*** Opening of DATA SUPPLIED ***

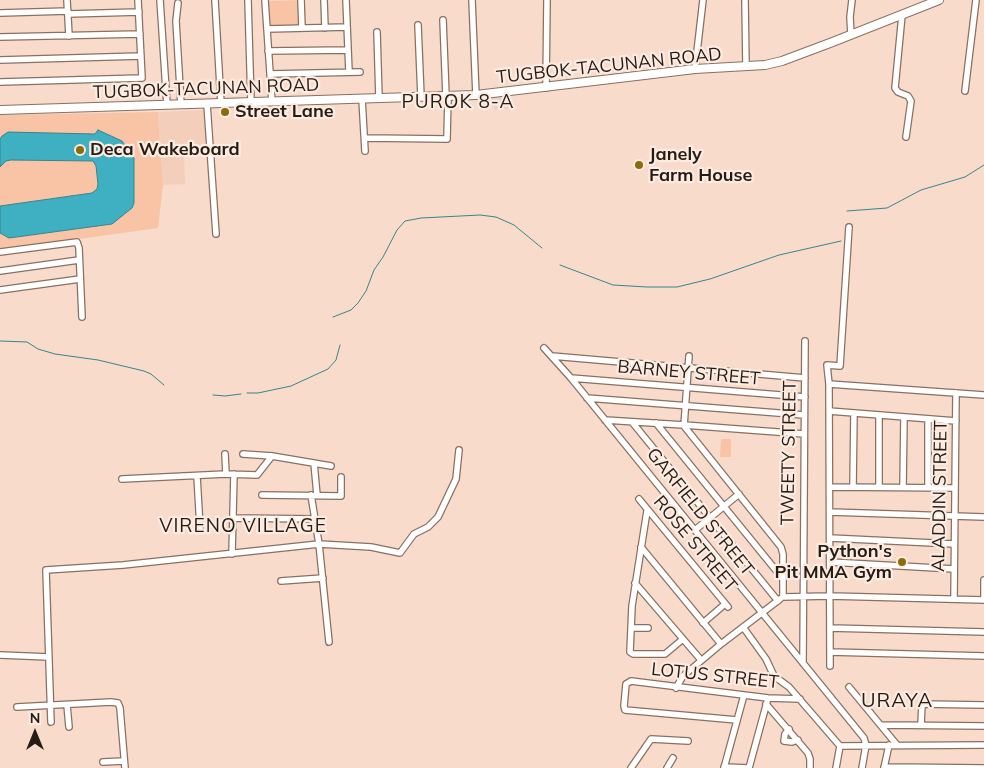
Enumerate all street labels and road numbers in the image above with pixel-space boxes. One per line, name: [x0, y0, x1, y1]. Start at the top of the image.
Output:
street label: TUGBOK-TACUNAN ROAD: [495, 43, 723, 89]
street label: TUGBOK-TACUNAN ROAD: [92, 74, 320, 104]
street label: BARNEY STREET: [617, 356, 761, 390]
street label: TWEETY STREET: [777, 380, 801, 526]
street label: ALADDIN STREET: [928, 420, 952, 572]
street label: GARFIELD STREET: [642, 444, 758, 580]
street label: ROSE STREET: [649, 492, 741, 596]
street label: LOTUS STREET: [650, 659, 780, 693]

*** Close of DATA SUPPLIED ***

* ACTIVITY *
Would it be possible to print the records above verbatim, pictures omitted?

* EXERCISE OUTPUT *
Enumerate all street labels and road numbers in the image above with pixel-space boxes. One per line, name: [x0, y0, x1, y1]. Start at the top of the image.
Output:
street label: TUGBOK-TACUNAN ROAD: [495, 43, 723, 89]
street label: TUGBOK-TACUNAN ROAD: [92, 74, 320, 104]
street label: BARNEY STREET: [617, 356, 761, 390]
street label: TWEETY STREET: [777, 380, 801, 526]
street label: ALADDIN STREET: [928, 420, 952, 572]
street label: GARFIELD STREET: [642, 444, 758, 580]
street label: ROSE STREET: [649, 492, 741, 596]
street label: LOTUS STREET: [650, 659, 780, 693]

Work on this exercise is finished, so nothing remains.